Kala Hati Lebih Tajam Dibanding Penglihatan
2022-05-20
Jemari Pak Imam lincah memegang stilus dan mengetuk-ketuk menekan stilus tersebut ke kertas karton yang dijepit oleh reglet. Saat itu, Pak Imam yang merupakan seorang penyandang disabilitas keterbatasan penglihatan, sedang menuliskan rencana sesi pengelolaan keuangan keluarga
. Kegiatan tersebut merupakan bagian dari pelatihan edukasi keuangan keluarga yang diadakan oleh ILO (International Labour Organisation) untuk para DPOs (Disability Persons Organisation), melalui joint UN disability project (UN Partnership to Promote the Rights of Persons with Disabilities) di Indonesia. Sebagai bagian dari rangkaian pelatihan yang ditargetkan untuk DPOs dan perwakilannya yang menangani keuangan dan administrasi, serta penganggaran, ILO akan mendukung peningkatan kemampuan dan ketrampilan melalui pelatihan TOT tentang Pendidikan keuangan. Setelah pelatihan, peserta pelatihan dari berbagai DPO akan dapat melatih anggota organisasinya sendiri baik di provinsi maupun di daerah tentang pendidikan keuangan, untuk memperkuat keseluruhan kapasitasnya dalam bidang ini.

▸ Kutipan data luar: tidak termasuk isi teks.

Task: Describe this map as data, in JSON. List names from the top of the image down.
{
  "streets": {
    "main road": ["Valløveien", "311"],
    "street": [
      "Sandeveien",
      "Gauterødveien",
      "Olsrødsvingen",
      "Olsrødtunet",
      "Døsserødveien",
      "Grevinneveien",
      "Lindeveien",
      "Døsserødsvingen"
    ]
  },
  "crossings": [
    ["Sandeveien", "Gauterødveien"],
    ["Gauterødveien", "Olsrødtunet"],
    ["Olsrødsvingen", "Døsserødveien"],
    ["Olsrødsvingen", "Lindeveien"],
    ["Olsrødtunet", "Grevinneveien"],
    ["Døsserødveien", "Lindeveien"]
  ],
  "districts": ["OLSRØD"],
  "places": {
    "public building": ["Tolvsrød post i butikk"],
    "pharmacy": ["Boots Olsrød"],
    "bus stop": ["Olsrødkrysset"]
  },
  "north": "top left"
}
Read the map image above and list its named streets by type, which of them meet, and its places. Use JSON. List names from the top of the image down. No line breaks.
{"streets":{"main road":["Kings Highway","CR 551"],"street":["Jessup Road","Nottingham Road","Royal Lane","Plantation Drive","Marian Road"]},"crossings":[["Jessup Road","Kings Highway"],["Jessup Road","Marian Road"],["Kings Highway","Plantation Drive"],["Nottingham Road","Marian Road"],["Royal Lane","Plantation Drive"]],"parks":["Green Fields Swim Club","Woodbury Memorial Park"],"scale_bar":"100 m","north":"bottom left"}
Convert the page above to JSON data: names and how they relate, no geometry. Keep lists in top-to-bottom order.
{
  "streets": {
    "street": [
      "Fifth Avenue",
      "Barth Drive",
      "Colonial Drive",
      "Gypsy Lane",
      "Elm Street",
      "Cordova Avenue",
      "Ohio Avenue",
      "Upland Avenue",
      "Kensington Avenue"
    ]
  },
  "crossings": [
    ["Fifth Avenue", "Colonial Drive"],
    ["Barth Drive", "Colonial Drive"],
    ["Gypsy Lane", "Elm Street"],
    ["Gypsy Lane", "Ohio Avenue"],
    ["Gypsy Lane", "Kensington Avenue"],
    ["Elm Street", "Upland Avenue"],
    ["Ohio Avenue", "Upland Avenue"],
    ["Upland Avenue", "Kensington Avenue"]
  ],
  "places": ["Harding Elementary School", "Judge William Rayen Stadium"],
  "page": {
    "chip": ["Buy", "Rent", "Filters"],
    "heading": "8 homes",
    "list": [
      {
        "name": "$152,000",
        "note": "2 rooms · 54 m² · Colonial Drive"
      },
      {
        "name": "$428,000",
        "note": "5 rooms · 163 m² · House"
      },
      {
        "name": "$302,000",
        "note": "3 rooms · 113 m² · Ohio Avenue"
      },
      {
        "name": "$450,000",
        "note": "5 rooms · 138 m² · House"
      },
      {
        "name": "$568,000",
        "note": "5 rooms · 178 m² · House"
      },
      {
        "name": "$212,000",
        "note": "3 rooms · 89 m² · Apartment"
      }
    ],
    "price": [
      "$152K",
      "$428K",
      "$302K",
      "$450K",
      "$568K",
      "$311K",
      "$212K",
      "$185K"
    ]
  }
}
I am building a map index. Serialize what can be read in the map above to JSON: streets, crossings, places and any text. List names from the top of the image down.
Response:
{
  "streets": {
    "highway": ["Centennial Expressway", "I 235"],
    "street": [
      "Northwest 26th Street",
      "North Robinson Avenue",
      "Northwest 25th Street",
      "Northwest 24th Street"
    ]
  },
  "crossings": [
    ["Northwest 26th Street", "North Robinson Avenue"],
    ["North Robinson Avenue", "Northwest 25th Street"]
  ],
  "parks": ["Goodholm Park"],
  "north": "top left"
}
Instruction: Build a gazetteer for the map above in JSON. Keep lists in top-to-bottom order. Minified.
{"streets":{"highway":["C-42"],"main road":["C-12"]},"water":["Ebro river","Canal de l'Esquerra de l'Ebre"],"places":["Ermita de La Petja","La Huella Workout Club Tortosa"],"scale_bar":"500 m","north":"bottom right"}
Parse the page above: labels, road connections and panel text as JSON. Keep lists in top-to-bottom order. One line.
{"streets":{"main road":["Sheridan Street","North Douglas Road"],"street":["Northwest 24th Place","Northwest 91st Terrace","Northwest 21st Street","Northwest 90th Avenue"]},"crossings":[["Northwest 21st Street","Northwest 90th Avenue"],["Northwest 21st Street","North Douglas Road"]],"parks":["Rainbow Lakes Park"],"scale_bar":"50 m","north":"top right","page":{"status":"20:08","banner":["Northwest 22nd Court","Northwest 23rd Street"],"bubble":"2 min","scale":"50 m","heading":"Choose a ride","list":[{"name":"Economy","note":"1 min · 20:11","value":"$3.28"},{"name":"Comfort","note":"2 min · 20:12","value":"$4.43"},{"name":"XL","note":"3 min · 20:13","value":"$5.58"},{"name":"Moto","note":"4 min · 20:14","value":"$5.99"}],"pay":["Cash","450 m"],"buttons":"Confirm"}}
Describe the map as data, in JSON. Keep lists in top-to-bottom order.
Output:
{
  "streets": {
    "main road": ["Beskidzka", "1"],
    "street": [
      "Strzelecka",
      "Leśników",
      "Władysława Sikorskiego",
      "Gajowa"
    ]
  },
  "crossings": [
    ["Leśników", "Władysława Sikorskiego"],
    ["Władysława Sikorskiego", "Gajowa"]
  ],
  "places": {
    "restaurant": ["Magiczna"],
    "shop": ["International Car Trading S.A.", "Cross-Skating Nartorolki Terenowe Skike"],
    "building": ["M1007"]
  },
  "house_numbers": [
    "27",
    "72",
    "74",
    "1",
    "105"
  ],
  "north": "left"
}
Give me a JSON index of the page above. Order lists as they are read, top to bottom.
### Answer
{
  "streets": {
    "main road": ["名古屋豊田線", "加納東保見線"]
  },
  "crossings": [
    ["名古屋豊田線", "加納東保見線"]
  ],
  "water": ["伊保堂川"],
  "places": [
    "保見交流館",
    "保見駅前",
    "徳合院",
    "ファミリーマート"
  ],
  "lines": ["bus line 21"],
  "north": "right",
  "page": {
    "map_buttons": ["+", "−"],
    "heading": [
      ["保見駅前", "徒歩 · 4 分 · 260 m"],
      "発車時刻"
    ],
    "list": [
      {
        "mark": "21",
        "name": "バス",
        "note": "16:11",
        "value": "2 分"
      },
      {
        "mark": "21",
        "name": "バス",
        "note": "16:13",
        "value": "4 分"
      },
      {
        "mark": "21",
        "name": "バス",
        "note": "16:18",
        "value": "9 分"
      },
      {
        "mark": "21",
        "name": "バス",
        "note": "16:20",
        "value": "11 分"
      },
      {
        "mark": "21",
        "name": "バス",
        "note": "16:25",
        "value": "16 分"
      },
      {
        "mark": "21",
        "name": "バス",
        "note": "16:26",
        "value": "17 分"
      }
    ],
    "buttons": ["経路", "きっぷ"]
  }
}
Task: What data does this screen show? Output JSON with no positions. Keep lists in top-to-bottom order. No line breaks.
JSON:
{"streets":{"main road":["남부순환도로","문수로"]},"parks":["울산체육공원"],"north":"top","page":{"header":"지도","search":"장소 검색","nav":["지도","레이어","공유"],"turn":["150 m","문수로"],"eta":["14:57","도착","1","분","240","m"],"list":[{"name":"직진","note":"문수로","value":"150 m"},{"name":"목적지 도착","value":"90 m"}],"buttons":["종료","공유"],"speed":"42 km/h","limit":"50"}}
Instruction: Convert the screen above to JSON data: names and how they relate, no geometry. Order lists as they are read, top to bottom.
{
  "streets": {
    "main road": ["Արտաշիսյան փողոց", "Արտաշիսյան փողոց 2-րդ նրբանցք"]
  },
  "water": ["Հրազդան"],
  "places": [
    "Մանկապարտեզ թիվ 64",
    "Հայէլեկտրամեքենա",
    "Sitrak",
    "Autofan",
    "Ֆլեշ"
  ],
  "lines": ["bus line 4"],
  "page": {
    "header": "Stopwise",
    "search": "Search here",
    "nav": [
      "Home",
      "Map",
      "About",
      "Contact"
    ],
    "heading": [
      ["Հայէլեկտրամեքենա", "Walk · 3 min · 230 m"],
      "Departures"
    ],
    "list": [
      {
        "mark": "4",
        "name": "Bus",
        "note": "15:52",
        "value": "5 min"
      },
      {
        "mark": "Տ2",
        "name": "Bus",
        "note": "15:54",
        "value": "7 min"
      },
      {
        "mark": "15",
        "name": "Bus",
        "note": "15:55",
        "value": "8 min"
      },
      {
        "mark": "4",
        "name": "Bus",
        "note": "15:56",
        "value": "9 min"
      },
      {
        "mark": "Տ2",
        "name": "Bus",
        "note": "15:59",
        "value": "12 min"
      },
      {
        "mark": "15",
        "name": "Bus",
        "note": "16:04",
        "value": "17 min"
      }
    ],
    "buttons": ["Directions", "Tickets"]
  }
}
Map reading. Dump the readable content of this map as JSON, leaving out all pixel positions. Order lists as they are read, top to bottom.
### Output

Kembali ke Pak Imam, beliau merupakan penyandang disabilitas keterbatasan penglihatan, yang memiliki komitmen tinggi dan penuh semangat dalam mengikuti pelatihan tersebut. Beliau mempunyai keinginan yang tinggi untuk bisa menularkan pengetahuan dan keterampilan yang didapat kepada para mitra dan sesama penyandang disabilitas keterbatasan penglihatan di daerahnya. Saat itu, meskipun waktu sudah beranjak malam, namun Pak Imam masih semangat mendengarkan saya membacakan modul, dan beliau dengan tekun mendengarkan sambil menulis rencana sesi dalam bentuk braille.
Saat ini diperkirakan 1,5% atau 4 juta penduduk Indonesia adalah penyandang keterbatasan penglihatan, baik sebagian ataupun penuh. Angka ini menunjukan bahwa Indonesia menempati urutan kedua sebagai negara dengan jumlah penduduk penyandang keterbatasan penglihatan terbesar di dunia. Sayangnya belum banyak akses program yang optimal untuk menyelesaikan isu sosial khususnya untuk penyandang keterbatasan penglihatan. Kalaupun ada program, lebih banyak menyentuh pelatihan vokasi yang terbatas pada pelatihan pijat dan musik. Bukan program tersebut tidak baik, namun anggapan bahwa tuna netra hanya bisa memijit dan menjadi pengamen, sudah menjadi pelabelan yang kuat di masyarakat.
Pak Imam dan organisanya berusaha memutus pelabelan tersebut dengan berupaya meningkatkan pengetahuan dan keterampilan, sehingga mereka pun bisa naik kelas dan meningkatkan kesejahteraan mereka. Diskriminasi dan pelabelan selama ini justru dijadikan motivasi untuk berbuat lebih baik. Toh manusia bisa bukan karena sudah sempurna, namun dari ketidaksempurnaan tersebut muncul usaha manusia untuk selalu belajar. Dan yang paling penting, bagaimana bisa bermanfaat untuk sesama.
Pada saat pelatihan tersebut, meskipun saya yang menjadi pelatih, namun saya yang belajar banyak dari Pak Imam. Tantangan yang dihadapi bukan menjadi alasan untuk berhenti dan mengeluh, namun menjadi motivasi dan energi positif untuk menjadi seseorang yang lebih baik.
Terima kasih Pak Imam. Salam hormat, sehat selalu ya Pak.
Penulis: Jimmy Febriyadi
Jimmy Febriyadi adalah salah satu pendiri INCREASE | Inclusive Creative Social Enterprise dan DEC | Disability Empowerment Centre – Mitra Sejahtera. Selama lebih dari 14 tahun terlibat dalam program pemberdayaan kelompok marginal dan rentan, terutama penyandang disabilitas, perempuan, pemuda, masyarakat adat dan pesisir.